Exercise details:
Return each line of the records below in which the string "nowrap" turns up.
-- Opening Marker --
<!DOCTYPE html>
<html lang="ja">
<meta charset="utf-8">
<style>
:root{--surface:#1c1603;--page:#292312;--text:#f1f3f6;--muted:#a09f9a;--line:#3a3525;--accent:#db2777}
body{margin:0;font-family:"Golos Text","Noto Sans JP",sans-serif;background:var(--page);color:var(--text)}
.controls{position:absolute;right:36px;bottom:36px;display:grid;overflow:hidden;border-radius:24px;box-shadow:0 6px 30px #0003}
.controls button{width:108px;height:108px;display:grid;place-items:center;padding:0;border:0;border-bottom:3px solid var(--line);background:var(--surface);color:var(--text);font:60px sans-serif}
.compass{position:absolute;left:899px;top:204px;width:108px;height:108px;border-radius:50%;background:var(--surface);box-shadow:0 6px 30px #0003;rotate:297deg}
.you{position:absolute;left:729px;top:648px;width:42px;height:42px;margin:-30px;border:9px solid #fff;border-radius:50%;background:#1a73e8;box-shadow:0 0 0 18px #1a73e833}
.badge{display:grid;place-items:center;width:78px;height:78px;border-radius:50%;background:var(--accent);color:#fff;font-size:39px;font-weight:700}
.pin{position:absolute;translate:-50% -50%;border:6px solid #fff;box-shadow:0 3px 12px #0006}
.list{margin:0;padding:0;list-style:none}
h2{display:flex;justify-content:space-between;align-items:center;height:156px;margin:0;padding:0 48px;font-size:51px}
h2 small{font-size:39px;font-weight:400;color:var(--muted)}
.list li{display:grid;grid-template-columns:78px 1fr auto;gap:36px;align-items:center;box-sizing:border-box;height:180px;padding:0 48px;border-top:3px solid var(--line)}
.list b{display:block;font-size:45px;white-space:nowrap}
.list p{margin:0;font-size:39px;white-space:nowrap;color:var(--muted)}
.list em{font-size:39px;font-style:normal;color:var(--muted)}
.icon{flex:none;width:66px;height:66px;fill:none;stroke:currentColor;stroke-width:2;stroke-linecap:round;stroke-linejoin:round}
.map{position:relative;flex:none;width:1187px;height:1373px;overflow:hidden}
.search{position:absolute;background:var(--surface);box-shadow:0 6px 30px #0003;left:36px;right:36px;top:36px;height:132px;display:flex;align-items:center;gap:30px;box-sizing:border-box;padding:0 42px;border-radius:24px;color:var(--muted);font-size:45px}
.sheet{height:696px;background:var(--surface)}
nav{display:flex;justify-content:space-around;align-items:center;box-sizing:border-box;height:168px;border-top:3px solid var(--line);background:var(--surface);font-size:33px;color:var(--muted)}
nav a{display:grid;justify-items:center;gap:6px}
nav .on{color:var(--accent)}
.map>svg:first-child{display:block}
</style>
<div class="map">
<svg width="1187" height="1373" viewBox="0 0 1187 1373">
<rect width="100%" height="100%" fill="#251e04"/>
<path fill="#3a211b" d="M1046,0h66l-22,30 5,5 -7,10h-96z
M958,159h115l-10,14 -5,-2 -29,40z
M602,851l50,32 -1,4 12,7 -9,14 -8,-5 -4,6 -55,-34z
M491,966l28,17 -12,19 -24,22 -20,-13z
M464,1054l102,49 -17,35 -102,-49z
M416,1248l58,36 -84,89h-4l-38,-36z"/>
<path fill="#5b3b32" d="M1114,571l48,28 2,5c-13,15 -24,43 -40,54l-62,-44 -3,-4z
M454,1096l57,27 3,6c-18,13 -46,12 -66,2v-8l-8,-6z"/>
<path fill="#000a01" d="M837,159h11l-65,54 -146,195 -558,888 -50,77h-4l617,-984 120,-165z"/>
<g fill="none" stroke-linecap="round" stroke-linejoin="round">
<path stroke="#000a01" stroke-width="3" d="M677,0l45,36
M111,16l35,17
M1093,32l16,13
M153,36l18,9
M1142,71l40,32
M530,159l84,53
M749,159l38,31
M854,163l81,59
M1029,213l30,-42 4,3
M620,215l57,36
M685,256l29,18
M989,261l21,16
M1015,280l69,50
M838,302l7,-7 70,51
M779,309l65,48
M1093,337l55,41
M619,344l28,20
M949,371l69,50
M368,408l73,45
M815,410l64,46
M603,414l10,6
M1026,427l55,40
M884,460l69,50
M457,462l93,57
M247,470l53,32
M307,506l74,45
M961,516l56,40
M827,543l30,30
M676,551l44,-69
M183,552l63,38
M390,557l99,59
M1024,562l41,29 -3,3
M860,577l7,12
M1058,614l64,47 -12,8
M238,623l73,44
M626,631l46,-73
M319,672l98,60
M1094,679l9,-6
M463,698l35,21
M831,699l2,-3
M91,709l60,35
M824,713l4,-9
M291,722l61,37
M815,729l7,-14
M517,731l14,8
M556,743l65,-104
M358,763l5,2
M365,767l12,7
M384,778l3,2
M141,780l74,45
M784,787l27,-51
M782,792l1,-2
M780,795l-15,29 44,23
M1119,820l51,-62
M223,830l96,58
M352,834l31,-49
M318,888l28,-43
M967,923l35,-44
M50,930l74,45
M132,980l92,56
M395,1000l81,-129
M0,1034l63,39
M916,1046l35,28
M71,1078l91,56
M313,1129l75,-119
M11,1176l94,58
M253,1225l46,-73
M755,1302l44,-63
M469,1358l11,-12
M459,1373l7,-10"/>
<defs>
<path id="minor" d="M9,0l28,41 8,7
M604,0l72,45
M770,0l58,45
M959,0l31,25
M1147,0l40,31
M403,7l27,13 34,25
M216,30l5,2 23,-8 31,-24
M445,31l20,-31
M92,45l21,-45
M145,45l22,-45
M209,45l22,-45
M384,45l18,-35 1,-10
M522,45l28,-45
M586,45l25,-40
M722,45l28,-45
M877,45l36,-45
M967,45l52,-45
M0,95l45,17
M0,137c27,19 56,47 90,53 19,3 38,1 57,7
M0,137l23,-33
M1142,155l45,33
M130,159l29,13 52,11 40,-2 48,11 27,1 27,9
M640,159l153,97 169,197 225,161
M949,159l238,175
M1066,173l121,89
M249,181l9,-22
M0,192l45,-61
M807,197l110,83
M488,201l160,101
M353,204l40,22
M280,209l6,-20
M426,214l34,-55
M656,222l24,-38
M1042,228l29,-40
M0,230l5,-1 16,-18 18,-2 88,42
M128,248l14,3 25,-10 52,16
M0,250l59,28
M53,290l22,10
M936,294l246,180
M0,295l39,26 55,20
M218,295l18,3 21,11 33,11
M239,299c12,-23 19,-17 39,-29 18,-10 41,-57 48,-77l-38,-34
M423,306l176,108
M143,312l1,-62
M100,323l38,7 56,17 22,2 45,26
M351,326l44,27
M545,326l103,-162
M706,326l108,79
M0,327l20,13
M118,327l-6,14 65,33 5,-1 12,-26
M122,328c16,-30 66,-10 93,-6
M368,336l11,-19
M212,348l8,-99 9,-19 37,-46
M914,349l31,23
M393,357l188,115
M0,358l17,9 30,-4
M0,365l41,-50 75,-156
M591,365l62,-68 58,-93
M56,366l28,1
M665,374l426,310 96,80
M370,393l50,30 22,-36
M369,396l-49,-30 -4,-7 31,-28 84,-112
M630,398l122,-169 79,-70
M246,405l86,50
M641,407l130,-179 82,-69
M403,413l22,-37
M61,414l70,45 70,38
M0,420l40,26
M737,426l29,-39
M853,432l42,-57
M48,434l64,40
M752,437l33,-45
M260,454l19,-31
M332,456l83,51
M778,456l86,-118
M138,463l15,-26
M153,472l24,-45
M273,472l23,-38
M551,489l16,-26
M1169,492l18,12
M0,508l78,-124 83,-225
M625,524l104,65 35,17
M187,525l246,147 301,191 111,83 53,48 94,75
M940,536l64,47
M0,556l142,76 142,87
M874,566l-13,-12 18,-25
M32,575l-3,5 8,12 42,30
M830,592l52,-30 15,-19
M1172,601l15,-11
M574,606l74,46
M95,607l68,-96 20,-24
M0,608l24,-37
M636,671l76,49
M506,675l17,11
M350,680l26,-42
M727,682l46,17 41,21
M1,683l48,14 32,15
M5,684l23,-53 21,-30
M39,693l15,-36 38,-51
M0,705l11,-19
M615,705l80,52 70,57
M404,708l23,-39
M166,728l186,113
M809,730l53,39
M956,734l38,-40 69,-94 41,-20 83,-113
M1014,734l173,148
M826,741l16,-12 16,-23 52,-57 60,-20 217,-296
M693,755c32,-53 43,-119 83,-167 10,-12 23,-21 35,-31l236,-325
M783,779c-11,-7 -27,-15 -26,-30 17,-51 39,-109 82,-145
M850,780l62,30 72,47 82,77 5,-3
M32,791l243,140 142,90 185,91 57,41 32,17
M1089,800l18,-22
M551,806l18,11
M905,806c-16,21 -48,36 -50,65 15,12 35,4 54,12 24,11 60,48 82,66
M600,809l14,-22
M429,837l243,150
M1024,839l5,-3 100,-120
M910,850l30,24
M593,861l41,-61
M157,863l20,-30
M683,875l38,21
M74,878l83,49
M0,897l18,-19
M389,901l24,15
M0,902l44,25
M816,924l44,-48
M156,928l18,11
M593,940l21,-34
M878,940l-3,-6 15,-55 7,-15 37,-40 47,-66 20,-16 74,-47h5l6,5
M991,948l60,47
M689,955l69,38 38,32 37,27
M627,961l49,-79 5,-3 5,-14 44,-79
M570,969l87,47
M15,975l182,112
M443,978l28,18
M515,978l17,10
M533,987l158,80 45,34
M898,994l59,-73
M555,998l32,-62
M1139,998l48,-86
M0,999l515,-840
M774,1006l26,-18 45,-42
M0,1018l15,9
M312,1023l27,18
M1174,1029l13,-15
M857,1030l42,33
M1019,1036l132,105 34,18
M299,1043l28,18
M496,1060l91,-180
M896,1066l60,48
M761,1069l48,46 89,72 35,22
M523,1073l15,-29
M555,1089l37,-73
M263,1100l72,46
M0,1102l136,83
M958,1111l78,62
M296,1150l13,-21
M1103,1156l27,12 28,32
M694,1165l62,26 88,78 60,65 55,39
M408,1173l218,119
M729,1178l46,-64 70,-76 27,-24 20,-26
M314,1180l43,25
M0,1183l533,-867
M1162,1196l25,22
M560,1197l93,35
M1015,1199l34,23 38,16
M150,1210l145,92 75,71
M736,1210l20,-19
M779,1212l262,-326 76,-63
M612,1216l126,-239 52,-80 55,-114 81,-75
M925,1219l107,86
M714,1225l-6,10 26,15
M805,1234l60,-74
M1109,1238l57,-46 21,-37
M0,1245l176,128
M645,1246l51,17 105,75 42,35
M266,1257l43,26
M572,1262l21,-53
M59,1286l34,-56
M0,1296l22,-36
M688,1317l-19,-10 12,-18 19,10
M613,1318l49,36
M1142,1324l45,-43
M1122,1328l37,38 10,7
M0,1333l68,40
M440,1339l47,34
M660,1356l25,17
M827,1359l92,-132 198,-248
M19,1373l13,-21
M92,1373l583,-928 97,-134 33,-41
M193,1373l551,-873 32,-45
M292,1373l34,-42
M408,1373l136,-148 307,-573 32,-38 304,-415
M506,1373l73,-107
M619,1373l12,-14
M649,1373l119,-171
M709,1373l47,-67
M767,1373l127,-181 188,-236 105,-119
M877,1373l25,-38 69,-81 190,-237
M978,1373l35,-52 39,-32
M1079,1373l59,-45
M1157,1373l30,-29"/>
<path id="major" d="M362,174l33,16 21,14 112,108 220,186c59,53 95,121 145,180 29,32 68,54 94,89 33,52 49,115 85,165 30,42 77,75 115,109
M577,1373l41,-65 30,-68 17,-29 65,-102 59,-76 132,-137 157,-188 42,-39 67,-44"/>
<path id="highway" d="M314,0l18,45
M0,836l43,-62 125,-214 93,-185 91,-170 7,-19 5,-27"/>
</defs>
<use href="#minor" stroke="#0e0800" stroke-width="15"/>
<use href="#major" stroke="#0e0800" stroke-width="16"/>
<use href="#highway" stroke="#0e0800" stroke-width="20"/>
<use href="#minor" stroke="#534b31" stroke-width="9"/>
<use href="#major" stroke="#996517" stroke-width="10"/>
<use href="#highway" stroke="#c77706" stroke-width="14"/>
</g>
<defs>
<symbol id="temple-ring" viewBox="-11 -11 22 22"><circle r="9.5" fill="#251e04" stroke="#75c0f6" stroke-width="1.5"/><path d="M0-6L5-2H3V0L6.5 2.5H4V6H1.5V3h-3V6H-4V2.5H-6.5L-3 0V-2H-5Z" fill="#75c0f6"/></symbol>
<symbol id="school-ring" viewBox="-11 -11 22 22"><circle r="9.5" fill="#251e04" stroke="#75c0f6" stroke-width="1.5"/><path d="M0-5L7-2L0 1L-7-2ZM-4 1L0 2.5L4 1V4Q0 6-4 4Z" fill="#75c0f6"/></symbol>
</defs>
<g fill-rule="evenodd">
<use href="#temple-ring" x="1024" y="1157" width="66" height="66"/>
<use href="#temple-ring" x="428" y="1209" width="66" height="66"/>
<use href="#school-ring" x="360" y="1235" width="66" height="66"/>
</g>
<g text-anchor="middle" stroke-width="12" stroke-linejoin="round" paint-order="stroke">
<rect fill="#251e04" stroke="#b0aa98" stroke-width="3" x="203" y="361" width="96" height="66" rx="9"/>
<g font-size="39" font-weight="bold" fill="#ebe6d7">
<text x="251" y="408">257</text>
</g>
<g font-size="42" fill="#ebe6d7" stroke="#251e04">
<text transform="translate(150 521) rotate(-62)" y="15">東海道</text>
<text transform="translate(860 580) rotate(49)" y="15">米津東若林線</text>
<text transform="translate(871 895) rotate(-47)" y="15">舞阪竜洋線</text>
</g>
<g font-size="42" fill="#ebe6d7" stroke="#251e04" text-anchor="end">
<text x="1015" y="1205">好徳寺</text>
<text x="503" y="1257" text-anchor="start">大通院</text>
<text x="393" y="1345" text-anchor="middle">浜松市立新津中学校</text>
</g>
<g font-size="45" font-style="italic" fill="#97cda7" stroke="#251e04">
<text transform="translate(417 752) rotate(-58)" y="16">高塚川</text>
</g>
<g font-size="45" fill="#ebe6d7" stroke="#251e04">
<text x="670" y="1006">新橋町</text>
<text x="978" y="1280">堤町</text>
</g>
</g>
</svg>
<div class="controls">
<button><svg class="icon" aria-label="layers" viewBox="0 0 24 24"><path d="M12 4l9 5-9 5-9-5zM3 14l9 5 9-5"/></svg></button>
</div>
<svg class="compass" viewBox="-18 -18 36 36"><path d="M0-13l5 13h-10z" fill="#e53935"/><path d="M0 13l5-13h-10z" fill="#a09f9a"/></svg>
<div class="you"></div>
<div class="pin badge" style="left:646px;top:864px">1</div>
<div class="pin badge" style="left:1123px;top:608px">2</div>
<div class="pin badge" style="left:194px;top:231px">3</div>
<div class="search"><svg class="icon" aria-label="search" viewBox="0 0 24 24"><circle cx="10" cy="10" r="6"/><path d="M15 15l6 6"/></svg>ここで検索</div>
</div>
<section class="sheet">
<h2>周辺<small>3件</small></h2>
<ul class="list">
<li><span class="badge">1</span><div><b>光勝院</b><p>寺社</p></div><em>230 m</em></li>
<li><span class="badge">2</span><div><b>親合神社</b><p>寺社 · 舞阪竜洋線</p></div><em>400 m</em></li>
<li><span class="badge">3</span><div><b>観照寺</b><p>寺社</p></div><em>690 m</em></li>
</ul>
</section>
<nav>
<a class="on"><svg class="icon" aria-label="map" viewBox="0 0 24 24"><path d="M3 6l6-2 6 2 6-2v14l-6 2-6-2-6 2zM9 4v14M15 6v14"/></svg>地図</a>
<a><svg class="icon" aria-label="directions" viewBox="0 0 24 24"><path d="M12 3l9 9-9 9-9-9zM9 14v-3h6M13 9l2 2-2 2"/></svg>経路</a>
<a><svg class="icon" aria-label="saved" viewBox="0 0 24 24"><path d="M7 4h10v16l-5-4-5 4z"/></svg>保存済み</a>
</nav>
-- Closing Marker --
Exercise result:
.list b{display:block;font-size:45px;white-space:nowrap}
.list p{margin:0;font-size:39px;white-space:nowrap;color:var(--muted)}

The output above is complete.